[Provided information]
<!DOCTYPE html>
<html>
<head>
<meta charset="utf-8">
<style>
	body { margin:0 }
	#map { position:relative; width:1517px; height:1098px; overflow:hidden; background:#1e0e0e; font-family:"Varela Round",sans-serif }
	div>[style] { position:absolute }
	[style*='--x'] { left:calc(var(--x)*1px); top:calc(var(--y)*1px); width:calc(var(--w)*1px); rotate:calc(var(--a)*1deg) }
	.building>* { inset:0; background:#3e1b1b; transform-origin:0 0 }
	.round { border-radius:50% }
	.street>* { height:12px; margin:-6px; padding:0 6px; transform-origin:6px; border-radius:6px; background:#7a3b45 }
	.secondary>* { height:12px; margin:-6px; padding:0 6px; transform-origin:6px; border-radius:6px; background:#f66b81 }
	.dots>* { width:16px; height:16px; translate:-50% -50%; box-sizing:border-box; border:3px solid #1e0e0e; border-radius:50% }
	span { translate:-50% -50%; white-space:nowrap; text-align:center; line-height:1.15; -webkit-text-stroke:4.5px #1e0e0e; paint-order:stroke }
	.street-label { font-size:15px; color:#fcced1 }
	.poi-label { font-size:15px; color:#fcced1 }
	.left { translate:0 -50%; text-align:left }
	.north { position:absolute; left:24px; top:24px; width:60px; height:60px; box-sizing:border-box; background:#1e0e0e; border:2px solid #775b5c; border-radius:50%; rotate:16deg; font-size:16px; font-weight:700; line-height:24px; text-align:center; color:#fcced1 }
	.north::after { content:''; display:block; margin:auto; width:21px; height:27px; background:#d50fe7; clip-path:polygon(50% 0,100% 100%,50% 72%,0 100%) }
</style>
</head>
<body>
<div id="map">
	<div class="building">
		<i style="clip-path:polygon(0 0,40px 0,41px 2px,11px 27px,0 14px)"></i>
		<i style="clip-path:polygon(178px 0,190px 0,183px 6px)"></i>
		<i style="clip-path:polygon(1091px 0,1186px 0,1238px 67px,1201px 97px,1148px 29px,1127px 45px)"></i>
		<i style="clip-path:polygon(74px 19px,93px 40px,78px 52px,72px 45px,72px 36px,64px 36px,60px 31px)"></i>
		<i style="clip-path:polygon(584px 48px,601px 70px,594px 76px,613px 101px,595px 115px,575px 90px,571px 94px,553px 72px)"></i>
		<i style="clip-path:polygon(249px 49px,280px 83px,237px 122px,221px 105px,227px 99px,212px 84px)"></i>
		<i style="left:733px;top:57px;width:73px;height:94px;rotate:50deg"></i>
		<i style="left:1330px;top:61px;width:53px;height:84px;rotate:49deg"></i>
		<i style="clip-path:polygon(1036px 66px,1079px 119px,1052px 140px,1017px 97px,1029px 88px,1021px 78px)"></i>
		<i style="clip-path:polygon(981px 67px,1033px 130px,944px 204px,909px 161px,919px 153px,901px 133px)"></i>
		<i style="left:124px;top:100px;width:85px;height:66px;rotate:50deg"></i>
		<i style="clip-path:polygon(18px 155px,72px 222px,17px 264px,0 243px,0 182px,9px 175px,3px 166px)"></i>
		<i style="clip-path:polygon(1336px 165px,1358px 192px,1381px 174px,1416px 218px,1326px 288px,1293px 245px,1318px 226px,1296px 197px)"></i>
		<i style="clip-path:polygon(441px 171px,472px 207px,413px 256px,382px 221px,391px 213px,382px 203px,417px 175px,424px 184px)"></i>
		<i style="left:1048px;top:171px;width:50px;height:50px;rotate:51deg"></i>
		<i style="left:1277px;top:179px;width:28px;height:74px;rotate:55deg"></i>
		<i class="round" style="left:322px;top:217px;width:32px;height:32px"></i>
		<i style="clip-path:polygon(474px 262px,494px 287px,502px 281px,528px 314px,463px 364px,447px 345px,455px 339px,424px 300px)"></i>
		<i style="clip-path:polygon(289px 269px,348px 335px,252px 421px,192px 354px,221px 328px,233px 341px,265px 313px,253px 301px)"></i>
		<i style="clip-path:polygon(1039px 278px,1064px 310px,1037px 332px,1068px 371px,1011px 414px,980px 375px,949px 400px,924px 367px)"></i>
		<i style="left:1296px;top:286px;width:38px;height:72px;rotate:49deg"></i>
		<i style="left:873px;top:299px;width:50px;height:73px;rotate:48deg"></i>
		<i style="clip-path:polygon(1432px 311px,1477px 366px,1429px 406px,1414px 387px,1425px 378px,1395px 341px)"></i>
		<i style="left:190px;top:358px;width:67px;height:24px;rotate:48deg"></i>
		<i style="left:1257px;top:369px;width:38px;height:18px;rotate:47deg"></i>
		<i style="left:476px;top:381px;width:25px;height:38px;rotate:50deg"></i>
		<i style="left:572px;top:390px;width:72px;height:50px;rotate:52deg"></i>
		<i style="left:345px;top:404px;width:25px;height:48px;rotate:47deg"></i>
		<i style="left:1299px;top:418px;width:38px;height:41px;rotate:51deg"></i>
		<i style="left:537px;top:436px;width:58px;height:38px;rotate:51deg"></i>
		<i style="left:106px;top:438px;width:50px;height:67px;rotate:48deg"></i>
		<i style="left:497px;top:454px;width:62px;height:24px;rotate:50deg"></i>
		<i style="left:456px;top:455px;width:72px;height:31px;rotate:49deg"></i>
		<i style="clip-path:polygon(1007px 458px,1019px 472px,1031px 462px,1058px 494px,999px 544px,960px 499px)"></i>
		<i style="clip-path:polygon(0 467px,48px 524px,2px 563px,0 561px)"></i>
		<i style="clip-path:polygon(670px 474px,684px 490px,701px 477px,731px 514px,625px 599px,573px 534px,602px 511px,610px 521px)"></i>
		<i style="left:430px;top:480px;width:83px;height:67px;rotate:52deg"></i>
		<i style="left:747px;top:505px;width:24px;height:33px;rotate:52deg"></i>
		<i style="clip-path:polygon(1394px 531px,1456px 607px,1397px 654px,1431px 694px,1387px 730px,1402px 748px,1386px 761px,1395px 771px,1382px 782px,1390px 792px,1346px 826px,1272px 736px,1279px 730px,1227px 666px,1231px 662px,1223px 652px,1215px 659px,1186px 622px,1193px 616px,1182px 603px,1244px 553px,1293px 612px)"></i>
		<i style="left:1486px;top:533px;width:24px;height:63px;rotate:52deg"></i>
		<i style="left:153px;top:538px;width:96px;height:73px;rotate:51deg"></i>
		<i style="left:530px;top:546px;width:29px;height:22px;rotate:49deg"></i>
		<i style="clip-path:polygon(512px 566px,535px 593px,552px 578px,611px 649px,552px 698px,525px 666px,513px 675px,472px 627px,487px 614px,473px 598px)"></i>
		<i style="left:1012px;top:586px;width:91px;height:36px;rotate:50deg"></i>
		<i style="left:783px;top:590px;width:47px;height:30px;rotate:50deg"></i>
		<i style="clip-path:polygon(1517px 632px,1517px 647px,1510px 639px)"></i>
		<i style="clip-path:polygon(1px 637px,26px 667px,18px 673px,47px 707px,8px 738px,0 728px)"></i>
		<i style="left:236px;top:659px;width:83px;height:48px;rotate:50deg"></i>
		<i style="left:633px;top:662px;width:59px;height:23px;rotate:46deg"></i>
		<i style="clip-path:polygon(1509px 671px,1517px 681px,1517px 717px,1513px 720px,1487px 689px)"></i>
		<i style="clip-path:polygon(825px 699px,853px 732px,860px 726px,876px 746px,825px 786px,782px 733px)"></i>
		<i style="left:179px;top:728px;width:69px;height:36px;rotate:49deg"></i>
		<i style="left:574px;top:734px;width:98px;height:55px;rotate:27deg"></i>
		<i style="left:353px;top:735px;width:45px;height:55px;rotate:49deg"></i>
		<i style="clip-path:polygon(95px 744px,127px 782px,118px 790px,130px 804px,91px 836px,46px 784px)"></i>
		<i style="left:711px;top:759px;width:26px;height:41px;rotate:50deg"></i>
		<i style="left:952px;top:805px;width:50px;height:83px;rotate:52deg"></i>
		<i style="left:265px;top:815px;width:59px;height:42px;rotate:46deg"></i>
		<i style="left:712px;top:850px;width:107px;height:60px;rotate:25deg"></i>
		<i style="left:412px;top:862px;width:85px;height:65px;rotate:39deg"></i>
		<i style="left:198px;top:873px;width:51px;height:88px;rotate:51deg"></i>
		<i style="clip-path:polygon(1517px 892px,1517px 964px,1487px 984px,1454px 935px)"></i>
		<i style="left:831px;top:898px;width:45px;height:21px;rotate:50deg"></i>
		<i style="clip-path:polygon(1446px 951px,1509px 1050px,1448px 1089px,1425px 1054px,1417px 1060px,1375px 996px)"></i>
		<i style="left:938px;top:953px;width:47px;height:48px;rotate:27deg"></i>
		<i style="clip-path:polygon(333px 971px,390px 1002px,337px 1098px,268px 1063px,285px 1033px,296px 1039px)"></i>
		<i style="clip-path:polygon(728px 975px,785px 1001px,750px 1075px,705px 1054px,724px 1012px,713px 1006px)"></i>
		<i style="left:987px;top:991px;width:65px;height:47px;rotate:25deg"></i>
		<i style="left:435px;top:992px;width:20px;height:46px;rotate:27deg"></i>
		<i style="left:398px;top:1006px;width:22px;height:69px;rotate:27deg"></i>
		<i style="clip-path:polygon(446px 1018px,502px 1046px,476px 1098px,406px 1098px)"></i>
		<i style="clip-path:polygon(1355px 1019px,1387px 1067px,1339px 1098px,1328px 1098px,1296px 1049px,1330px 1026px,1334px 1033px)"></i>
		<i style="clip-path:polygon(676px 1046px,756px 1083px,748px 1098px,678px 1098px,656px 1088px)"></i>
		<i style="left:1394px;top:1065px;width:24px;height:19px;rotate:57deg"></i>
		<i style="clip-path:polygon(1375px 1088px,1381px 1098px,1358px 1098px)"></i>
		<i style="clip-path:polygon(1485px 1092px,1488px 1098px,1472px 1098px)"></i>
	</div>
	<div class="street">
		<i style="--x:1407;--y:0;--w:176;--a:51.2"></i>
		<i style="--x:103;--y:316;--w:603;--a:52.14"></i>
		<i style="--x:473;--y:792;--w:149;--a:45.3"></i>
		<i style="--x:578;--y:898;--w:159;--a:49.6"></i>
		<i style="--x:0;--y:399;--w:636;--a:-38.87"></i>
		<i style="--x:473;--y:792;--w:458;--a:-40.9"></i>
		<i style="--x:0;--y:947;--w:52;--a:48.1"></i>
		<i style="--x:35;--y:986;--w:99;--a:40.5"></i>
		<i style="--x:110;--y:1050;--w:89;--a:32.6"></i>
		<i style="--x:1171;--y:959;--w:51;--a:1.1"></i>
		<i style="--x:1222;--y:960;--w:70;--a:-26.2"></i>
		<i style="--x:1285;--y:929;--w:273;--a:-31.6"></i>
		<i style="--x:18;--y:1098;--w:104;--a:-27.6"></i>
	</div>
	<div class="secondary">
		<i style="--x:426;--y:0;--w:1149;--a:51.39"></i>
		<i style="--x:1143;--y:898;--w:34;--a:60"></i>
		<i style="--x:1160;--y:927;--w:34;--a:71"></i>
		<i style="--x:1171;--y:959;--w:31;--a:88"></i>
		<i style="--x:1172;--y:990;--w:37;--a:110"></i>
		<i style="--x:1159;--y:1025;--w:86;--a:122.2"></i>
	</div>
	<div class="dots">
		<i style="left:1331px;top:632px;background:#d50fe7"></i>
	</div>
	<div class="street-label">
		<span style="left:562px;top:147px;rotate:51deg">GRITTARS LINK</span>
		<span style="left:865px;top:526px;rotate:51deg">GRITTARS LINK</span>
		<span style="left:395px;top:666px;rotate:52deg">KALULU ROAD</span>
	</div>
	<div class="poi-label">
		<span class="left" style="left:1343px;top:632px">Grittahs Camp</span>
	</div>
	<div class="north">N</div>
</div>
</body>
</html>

[Your assignment]
Beginning at the line with "637px,26px 667px,18px 673px,47px" and ending at the line with "971px,390px 1002px,337px 1098px,268px", reproduce each line of the data above exactly, and add no other lines.

[Solution]
		<i style="clip-path:polygon(1px 637px,26px 667px,18px 673px,47px 707px,8px 738px,0 728px)"></i>
		<i style="left:236px;top:659px;width:83px;height:48px;rotate:50deg"></i>
		<i style="left:633px;top:662px;width:59px;height:23px;rotate:46deg"></i>
		<i style="clip-path:polygon(1509px 671px,1517px 681px,1517px 717px,1513px 720px,1487px 689px)"></i>
		<i style="clip-path:polygon(825px 699px,853px 732px,860px 726px,876px 746px,825px 786px,782px 733px)"></i>
		<i style="left:179px;top:728px;width:69px;height:36px;rotate:49deg"></i>
		<i style="left:574px;top:734px;width:98px;height:55px;rotate:27deg"></i>
		<i style="left:353px;top:735px;width:45px;height:55px;rotate:49deg"></i>
		<i style="clip-path:polygon(95px 744px,127px 782px,118px 790px,130px 804px,91px 836px,46px 784px)"></i>
		<i style="left:711px;top:759px;width:26px;height:41px;rotate:50deg"></i>
		<i style="left:952px;top:805px;width:50px;height:83px;rotate:52deg"></i>
		<i style="left:265px;top:815px;width:59px;height:42px;rotate:46deg"></i>
		<i style="left:712px;top:850px;width:107px;height:60px;rotate:25deg"></i>
		<i style="left:412px;top:862px;width:85px;height:65px;rotate:39deg"></i>
		<i style="left:198px;top:873px;width:51px;height:88px;rotate:51deg"></i>
		<i style="clip-path:polygon(1517px 892px,1517px 964px,1487px 984px,1454px 935px)"></i>
		<i style="left:831px;top:898px;width:45px;height:21px;rotate:50deg"></i>
		<i style="clip-path:polygon(1446px 951px,1509px 1050px,1448px 1089px,1425px 1054px,1417px 1060px,1375px 996px)"></i>
		<i style="left:938px;top:953px;width:47px;height:48px;rotate:27deg"></i>
		<i style="clip-path:polygon(333px 971px,390px 1002px,337px 1098px,268px 1063px,285px 1033px,296px 1039px)"></i>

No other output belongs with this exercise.